**The task**
Which lines of the listing below contain the word "labels"? Copy each of them.
--------
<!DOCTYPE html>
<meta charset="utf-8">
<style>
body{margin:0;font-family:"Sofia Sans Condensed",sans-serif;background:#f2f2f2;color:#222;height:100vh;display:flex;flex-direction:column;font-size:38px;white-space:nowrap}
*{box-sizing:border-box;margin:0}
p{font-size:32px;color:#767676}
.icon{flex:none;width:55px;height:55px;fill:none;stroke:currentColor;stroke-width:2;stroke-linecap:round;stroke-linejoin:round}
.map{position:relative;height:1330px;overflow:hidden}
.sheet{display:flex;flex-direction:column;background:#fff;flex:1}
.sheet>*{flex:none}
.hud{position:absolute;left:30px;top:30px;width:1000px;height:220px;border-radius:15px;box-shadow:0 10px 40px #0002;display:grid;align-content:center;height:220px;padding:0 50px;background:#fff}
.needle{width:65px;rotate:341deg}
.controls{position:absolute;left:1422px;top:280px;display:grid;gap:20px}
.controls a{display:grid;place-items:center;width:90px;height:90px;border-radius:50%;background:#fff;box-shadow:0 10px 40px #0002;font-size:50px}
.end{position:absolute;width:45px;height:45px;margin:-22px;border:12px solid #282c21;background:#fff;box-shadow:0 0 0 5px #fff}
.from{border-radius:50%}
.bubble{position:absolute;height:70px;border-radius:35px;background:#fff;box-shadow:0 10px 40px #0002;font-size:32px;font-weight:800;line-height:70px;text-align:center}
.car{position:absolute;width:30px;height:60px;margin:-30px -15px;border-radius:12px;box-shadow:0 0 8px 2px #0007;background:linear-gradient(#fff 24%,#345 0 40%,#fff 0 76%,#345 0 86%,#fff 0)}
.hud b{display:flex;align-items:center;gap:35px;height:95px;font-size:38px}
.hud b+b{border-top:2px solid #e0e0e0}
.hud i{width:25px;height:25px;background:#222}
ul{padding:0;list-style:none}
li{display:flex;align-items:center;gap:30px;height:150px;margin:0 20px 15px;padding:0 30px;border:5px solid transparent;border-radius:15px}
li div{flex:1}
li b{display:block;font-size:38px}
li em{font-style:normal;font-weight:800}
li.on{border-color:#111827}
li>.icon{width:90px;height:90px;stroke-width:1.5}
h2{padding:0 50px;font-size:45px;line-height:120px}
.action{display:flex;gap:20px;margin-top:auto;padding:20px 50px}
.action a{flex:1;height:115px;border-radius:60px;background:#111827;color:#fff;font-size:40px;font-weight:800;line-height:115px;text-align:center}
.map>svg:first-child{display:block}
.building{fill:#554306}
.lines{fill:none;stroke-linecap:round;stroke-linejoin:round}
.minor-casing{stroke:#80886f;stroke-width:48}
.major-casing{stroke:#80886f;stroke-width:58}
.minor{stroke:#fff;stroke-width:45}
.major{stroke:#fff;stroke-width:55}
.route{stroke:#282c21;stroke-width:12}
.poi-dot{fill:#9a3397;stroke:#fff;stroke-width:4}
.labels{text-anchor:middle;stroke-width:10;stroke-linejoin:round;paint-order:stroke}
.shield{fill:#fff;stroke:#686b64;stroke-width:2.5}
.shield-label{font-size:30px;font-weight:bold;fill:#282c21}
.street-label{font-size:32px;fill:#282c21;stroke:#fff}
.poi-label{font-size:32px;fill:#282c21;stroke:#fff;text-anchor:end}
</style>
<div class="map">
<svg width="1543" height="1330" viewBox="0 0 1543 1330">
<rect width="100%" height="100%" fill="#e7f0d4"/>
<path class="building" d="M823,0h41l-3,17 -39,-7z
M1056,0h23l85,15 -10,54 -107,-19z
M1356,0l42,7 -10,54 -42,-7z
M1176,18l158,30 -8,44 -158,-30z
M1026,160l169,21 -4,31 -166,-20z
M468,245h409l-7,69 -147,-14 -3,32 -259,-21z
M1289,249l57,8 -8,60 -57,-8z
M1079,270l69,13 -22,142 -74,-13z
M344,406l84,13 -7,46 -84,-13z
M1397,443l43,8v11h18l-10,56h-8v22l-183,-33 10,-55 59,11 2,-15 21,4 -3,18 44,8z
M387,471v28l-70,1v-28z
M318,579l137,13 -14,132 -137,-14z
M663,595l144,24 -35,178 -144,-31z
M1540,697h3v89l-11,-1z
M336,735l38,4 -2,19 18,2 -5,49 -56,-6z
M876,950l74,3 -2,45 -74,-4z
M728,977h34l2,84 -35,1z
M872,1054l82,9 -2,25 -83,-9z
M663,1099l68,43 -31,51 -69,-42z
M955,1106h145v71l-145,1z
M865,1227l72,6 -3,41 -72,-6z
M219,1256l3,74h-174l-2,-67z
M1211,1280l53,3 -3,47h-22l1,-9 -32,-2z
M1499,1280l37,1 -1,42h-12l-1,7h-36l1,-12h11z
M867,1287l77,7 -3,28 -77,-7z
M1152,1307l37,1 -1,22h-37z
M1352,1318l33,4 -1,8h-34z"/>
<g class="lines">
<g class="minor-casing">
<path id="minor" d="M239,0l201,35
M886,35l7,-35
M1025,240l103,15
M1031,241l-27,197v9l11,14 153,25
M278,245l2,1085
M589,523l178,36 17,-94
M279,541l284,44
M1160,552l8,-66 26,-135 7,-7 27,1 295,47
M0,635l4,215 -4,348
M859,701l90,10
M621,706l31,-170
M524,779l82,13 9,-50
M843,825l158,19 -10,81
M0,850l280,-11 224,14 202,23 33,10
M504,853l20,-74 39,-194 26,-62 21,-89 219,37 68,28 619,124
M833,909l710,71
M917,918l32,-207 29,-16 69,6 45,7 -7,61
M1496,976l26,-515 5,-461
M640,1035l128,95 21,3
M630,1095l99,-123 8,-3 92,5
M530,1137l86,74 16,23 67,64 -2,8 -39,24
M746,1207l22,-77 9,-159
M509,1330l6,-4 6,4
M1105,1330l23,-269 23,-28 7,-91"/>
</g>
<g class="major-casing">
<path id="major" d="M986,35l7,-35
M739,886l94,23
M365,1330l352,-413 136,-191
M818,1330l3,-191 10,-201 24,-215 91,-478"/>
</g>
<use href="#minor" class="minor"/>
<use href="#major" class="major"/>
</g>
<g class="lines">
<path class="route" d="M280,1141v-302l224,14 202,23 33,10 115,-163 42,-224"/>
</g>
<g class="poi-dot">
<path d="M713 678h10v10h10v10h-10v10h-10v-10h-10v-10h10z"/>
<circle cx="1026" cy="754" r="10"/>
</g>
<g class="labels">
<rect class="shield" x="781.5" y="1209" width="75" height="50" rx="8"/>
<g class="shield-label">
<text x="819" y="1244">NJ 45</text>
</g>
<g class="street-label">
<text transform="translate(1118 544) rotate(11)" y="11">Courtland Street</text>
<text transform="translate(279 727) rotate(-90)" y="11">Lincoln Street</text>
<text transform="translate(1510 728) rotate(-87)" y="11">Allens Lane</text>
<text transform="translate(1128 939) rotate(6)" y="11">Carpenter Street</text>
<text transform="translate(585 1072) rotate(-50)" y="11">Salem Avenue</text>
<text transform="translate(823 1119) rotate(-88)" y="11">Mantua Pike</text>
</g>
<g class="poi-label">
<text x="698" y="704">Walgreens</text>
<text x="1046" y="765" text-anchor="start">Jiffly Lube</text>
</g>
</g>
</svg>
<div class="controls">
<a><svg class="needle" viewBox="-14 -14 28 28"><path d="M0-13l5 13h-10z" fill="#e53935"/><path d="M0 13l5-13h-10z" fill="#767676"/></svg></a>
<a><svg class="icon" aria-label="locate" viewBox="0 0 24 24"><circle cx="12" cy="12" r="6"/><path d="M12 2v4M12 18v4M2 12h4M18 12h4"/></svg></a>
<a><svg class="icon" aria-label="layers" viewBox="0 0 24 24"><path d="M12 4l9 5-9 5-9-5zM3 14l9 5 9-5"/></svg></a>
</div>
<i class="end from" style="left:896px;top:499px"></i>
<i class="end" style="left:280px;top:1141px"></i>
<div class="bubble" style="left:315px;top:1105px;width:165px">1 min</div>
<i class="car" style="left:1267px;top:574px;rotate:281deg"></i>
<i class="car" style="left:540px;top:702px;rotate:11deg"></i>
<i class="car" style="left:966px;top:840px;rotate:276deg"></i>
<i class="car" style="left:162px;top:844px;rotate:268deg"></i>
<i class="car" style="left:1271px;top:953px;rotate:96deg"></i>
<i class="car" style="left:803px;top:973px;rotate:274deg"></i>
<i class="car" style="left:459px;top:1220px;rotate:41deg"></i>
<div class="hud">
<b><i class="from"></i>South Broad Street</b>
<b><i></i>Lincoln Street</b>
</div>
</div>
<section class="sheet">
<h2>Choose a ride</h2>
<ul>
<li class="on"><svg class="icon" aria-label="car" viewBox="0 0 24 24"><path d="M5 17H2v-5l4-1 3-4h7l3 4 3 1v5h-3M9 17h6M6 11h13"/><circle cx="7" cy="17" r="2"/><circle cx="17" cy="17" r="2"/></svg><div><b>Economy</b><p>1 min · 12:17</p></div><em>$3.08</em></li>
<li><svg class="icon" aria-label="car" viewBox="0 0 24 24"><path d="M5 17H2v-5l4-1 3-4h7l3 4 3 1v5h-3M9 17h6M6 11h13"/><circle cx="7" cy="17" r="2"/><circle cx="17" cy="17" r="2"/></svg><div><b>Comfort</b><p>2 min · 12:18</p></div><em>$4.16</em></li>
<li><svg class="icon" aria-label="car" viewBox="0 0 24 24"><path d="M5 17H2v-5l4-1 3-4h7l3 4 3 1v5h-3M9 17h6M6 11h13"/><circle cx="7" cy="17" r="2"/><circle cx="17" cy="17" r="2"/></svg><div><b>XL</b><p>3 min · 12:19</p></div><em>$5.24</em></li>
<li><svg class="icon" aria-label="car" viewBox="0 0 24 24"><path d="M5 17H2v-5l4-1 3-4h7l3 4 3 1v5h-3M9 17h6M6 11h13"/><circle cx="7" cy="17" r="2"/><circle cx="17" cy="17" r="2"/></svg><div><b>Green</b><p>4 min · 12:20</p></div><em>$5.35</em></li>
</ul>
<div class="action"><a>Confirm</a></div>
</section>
--------
**Response to this exercise**
.labels{text-anchor:middle;stroke-width:10;stroke-linejoin:round;paint-order:stroke}
<g class="labels">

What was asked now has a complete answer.